┌──

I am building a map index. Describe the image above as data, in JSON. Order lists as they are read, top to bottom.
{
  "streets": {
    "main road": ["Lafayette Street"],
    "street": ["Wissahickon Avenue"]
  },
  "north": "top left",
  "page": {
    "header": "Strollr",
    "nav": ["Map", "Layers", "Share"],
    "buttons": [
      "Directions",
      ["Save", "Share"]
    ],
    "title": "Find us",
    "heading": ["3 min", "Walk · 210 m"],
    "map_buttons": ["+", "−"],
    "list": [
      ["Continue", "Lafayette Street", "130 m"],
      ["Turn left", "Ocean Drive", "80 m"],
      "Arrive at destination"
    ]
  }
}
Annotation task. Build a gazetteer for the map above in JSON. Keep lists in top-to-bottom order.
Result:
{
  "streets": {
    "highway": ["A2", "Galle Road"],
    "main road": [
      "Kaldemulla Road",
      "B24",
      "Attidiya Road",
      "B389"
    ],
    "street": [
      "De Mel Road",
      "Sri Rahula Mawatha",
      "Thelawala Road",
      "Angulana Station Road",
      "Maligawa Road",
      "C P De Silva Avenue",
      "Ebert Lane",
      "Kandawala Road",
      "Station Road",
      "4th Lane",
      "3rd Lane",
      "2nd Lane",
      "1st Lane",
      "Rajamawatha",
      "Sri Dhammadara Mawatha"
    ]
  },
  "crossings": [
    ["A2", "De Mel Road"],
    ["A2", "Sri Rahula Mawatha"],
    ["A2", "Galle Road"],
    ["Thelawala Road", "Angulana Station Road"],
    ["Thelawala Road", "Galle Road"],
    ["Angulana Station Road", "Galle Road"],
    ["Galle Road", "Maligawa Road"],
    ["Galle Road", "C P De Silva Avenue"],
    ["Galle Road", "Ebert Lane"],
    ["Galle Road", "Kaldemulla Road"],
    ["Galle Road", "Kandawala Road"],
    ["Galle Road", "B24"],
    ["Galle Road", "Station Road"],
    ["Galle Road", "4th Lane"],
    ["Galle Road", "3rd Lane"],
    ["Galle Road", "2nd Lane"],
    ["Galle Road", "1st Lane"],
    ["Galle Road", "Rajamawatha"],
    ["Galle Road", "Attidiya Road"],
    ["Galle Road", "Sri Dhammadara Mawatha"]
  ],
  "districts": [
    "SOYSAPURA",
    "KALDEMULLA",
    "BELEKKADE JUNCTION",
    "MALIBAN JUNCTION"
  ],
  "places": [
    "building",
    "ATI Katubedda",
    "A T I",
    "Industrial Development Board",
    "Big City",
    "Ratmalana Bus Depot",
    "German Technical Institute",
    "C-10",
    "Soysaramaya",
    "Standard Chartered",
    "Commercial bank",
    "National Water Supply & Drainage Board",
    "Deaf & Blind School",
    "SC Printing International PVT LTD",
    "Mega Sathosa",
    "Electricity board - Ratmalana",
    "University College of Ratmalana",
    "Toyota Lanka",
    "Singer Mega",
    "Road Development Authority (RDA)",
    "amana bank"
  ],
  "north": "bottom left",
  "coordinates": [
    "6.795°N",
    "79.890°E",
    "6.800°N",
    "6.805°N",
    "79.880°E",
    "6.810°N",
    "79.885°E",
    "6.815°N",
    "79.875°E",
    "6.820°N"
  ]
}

└──

_Exercise brief_
Would you output every line of the listing exactly as given?

_Finished exercise_
I am building a map index. Describe the image above as data, in JSON. Order lists as they are read, top to bottom.
{
  "streets": {
    "main road": ["Lafayette Street"],
    "street": ["Wissahickon Avenue"]
  },
  "north": "top left",
  "page": {
    "header": "Strollr",
    "nav": ["Map", "Layers", "Share"],
    "buttons": [
      "Directions",
      ["Save", "Share"]
    ],
    "title": "Find us",
    "heading": ["3 min", "Walk · 210 m"],
    "map_buttons": ["+", "−"],
    "list": [
      ["Continue", "Lafayette Street", "130 m"],
      ["Turn left", "Ocean Drive", "80 m"],
      "Arrive at destination"
    ]
  }
}
Annotation task. Build a gazetteer for the map above in JSON. Keep lists in top-to-bottom order.
Result:
{
  "streets": {
    "highway": ["A2", "Galle Road"],
    "main road": [
      "Kaldemulla Road",
      "B24",
      "Attidiya Road",
      "B389"
    ],
    "street": [
      "De Mel Road",
      "Sri Rahula Mawatha",
      "Thelawala Road",
      "Angulana Station Road",
      "Maligawa Road",
      "C P De Silva Avenue",
      "Ebert Lane",
      "Kandawala Road",
      "Station Road",
      "4th Lane",
      "3rd Lane",
      "2nd Lane",
      "1st Lane",
      "Rajamawatha",
      "Sri Dhammadara Mawatha"
    ]
  },
  "crossings": [
    ["A2", "De Mel Road"],
    ["A2", "Sri Rahula Mawatha"],
    ["A2", "Galle Road"],
    ["Thelawala Road", "Angulana Station Road"],
    ["Thelawala Road", "Galle Road"],
    ["Angulana Station Road", "Galle Road"],
    ["Galle Road", "Maligawa Road"],
    ["Galle Road", "C P De Silva Avenue"],
    ["Galle Road", "Ebert Lane"],
    ["Galle Road", "Kaldemulla Road"],
    ["Galle Road", "Kandawala Road"],
    ["Galle Road", "B24"],
    ["Galle Road", "Station Road"],
    ["Galle Road", "4th Lane"],
    ["Galle Road", "3rd Lane"],
    ["Galle Road", "2nd Lane"],
    ["Galle Road", "1st Lane"],
    ["Galle Road", "Rajamawatha"],
    ["Galle Road", "Attidiya Road"],
    ["Galle Road", "Sri Dhammadara Mawatha"]
  ],
  "districts": [
    "SOYSAPURA",
    "KALDEMULLA",
    "BELEKKADE JUNCTION",
    "MALIBAN JUNCTION"
  ],
  "places": [
    "building",
    "ATI Katubedda",
    "A T I",
    "Industrial Development Board",
    "Big City",
    "Ratmalana Bus Depot",
    "German Technical Institute",
    "C-10",
    "Soysaramaya",
    "Standard Chartered",
    "Commercial bank",
    "National Water Supply & Drainage Board",
    "Deaf & Blind School",
    "SC Printing International PVT LTD",
    "Mega Sathosa",
    "Electricity board - Ratmalana",
    "University College of Ratmalana",
    "Toyota Lanka",
    "Singer Mega",
    "Road Development Authority (RDA)",
    "amana bank"
  ],
  "north": "bottom left",
  "coordinates": [
    "6.795°N",
    "79.890°E",
    "6.800°N",
    "6.805°N",
    "79.880°E",
    "6.810°N",
    "79.885°E",
    "6.815°N",
    "79.875°E",
    "6.820°N"
  ]
}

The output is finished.